_ABOUT THIS TASK:_ Extract word for word the lines of the listing from its start to the line holding "1px #c9c8c7) drop-shadow(0", both ends kept; pictures are not part of the copy.
::::::
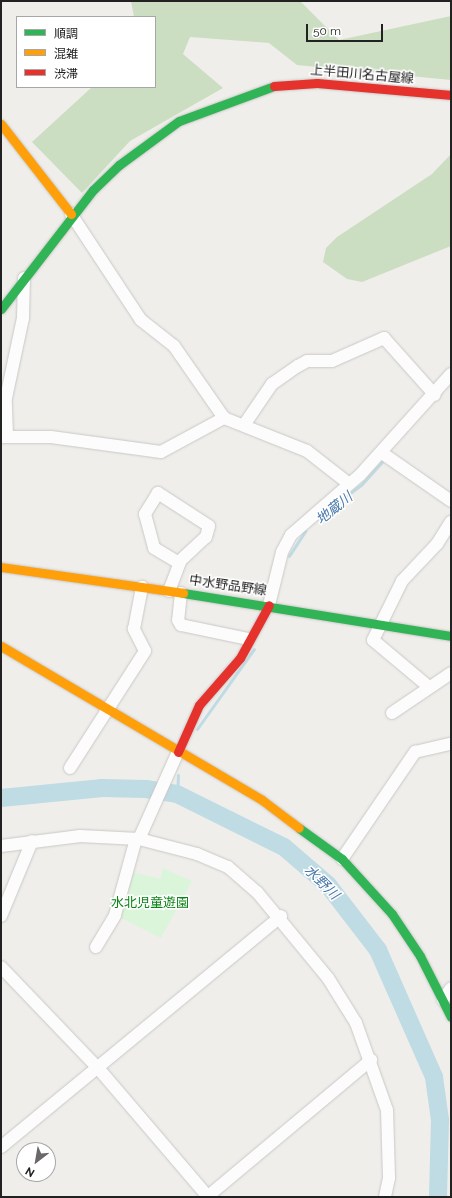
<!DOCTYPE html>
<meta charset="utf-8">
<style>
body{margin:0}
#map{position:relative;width:452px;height:1198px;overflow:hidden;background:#f0eeeb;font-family:Raleway,"Noto Sans JP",sans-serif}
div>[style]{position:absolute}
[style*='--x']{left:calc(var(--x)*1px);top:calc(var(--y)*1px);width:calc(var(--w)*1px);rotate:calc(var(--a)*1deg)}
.forest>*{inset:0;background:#cbdec1}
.park>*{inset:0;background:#daf5da}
.stream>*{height:3px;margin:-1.5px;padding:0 1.5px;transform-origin:1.5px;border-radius:1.5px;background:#bfdbe3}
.river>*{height:18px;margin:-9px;padding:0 9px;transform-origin:9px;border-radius:9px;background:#bfdbe3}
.roads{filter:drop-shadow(0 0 1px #c9c8c7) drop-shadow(0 0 1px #c9c8c7)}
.street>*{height:12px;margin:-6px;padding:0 6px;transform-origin:6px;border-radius:6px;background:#fdfcfc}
.fast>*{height:9px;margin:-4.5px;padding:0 4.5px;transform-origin:4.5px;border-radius:4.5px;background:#30b455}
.slow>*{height:9px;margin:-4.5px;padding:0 4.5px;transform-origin:4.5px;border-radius:4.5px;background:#ff9f0a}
.jam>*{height:9px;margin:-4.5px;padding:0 4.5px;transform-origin:4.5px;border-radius:4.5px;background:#e5322d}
span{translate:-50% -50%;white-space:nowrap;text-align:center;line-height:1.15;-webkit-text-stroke:3px #fff;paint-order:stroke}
.street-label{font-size:13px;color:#222}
.park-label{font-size:13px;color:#0c8416}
.water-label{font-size:14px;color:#4a7aab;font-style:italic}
.frame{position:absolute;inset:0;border:2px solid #222;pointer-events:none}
.legend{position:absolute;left:16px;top:16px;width:140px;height:72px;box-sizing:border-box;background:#fff;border:1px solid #a7a7a7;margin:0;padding:5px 7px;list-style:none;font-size:12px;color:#222}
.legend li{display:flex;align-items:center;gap:8px;height:20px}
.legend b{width:20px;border:1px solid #a7a7a7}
.north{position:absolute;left:16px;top:1142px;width:40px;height:40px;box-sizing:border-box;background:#fff;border:1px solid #a7a7a7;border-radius:50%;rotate:211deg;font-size:11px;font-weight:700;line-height:16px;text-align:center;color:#222}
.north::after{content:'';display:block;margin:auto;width:14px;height:18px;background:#6a6968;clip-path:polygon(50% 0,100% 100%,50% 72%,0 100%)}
.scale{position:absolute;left:306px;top:24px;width:77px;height:18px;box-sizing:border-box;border:2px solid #222;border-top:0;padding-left:5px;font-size:12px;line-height:14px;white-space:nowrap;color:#222;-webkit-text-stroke:3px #fff;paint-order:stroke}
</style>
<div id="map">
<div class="forest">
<i style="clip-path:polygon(131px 1px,300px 1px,339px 40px,451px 16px,451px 80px,297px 65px,269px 43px,190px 37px,183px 54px,223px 88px,130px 141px,82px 193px,32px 142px,92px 87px,155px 87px,155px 17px,134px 17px)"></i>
<i style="clip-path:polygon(451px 154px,451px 246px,362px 282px,347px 279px,323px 262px,326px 248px,337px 237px,432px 174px)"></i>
</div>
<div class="park">
<i style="clip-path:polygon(162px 868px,192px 881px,161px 938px,115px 915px,127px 871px,161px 879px)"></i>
</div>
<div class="stream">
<i style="--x:333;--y:506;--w:36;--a:-37"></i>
<i style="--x:362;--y:484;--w:30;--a:-48"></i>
<i style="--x:289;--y:556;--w:30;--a:-57"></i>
<i style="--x:197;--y:729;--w:98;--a:-54.5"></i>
<i style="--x:177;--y:794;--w:19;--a:-87"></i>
</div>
<div class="river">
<i style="--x:1;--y:798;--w:102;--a:-5.6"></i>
<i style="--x:103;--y:788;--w:43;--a:1.3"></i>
<i style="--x:146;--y:789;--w:31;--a:9"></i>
<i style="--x:177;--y:794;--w:119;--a:26.4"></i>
<i style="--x:284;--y:847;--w:58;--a:40.8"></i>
<i style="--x:328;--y:885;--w:82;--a:52.4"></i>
<i style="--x:378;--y:950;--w:139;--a:66.2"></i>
<i style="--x:434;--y:1077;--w:43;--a:82.1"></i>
<i style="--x:440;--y:1120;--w:77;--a:91.5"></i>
</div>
<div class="roads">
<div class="street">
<i style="--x:71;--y:214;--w:127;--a:56.6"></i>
<i style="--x:141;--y:320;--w:42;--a:38.2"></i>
<i style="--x:174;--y:346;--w:88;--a:55.2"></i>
<i style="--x:224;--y:418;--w:89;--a:21.7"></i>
<i style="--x:307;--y:451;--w:52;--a:38"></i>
<i style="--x:244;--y:425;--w:50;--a:-55.7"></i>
<i style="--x:272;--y:384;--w:32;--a:-35"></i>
<i style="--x:298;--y:366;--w:10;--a:-29"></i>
<i style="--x:307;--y:361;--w:25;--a:0"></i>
<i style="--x:332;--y:361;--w:57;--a:-23.9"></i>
<i style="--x:384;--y:338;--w:76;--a:48.2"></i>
<i style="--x:7;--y:436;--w:38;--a:-92"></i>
<i style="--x:6;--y:398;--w:82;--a:-78"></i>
<i style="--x:23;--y:318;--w:40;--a:-88.6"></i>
<i style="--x:1;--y:437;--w:50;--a:0"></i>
<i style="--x:51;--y:437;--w:111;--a:7.8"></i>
<i style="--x:161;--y:452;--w:72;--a:-28.4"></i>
<i style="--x:382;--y:453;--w:84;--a:34.8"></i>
<i style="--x:169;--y:591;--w:33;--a:-69"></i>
<i style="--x:181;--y:560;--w:34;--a:-43"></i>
<i style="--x:206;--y:537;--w:11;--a:-75"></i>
<i style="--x:209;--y:526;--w:61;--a:-147.1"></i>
<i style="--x:158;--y:493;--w:25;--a:122"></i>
<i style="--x:145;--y:514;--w:35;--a:75"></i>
<i style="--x:154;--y:548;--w:29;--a:31"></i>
<i style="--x:181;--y:593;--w:27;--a:96"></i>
<i style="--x:178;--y:620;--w:6;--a:59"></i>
<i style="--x:181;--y:625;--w:68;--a:11.8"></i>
<i style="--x:269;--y:605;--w:55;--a:-76.2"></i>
<i style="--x:282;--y:552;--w:19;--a:-62"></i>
<i style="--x:291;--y:535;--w:91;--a:-41"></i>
<i style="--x:360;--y:475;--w:136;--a:-48"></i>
<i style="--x:429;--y:687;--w:73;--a:-140"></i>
<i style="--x:373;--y:640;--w:66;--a:-63.8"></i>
<i style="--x:402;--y:581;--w:51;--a:-46.6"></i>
<i style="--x:437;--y:544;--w:26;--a:-58"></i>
<i style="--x:392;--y:713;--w:71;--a:-34.1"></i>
<i style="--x:70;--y:768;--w:139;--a:-57.3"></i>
<i style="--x:145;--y:651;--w:25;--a:-117"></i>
<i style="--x:134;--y:629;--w:43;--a:-79.2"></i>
<i style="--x:139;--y:839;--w:95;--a:-65.9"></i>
<i style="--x:1;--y:846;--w:80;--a:-7.2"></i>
<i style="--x:80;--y:836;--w:59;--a:2.9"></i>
<i style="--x:139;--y:839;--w:60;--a:14.5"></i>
<i style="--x:197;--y:854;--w:34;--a:23"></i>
<i style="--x:228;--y:867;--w:38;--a:41"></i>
<i style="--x:257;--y:892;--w:112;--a:50.5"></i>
<i style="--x:328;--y:978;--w:53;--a:58.1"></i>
<i style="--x:356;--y:1023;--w:92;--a:70.4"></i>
<i style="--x:387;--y:1110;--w:68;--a:88.3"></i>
<i style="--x:389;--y:1178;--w:19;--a:102"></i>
<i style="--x:342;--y:859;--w:130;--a:-55.7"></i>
<i style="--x:415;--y:752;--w:37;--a:-13"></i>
<i style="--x:1;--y:916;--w:81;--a:-67.5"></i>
<i style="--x:96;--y:947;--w:37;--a:-59"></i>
<i style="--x:115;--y:915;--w:79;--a:-74.6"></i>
<i style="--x:1;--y:967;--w:140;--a:46.2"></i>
<i style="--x:98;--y:1068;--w:170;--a:49.5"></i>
<i style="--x:443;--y:1000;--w:14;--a:-56"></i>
<i style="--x:1;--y:1147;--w:363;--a:-39.5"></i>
<i style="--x:207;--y:1197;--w:214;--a:-39.9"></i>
</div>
<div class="fast">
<i style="--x:1;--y:309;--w:150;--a:-52.3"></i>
<i style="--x:93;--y:190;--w:36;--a:-44"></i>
<i style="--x:119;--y:165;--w:74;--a:-36.3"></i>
<i style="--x:179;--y:121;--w:101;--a:-20.2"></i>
<i style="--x:183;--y:593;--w:271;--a:9.1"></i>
<i style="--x:299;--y:828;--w:53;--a:35.8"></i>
<i style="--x:342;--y:859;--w:74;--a:47.7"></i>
<i style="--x:392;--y:914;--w:50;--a:56.3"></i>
<i style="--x:420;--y:956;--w:68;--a:63.1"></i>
</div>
<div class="slow">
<i style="--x:1;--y:124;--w:114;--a:52.1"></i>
<i style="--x:1;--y:567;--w:184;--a:8.1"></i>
<i style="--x:1;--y:646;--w:303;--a:30.5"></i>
<i style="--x:262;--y:800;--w:46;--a:37.1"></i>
</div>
<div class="jam">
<i style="--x:274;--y:86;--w:43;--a:-4"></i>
<i style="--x:317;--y:83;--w:135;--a:5.1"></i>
<i style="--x:178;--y:752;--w:51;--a:-65.9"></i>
<i style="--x:199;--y:705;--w:62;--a:-48.9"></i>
<i style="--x:240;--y:658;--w:60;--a:-61.3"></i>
</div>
</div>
<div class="street-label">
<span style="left:362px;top:75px;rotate:5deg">上半田川名古屋線</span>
<span style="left:228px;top:586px;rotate:8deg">中水野品野線</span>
</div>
<div class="park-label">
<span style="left:150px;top:903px">水北児童遊園</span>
</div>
<div class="water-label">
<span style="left:334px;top:508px;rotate:-39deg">地蔵川</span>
<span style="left:322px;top:882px;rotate:44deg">水野川</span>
</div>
<div class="frame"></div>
<ul class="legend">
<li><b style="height:5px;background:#30b455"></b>順調</li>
<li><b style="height:5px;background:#ff9f0a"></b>混雑</li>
<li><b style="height:5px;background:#e5322d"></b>渋滞</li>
</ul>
<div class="north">N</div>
<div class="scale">50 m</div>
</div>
::::::
_REPLY:_
<!DOCTYPE html>
<meta charset="utf-8">
<style>
body{margin:0}
#map{position:relative;width:452px;height:1198px;overflow:hidden;background:#f0eeeb;font-family:Raleway,"Noto Sans JP",sans-serif}
div>[style]{position:absolute}
[style*='--x']{left:calc(var(--x)*1px);top:calc(var(--y)*1px);width:calc(var(--w)*1px);rotate:calc(var(--a)*1deg)}
.forest>*{inset:0;background:#cbdec1}
.park>*{inset:0;background:#daf5da}
.stream>*{height:3px;margin:-1.5px;padding:0 1.5px;transform-origin:1.5px;border-radius:1.5px;background:#bfdbe3}
.river>*{height:18px;margin:-9px;padding:0 9px;transform-origin:9px;border-radius:9px;background:#bfdbe3}
.roads{filter:drop-shadow(0 0 1px #c9c8c7) drop-shadow(0 0 1px #c9c8c7)}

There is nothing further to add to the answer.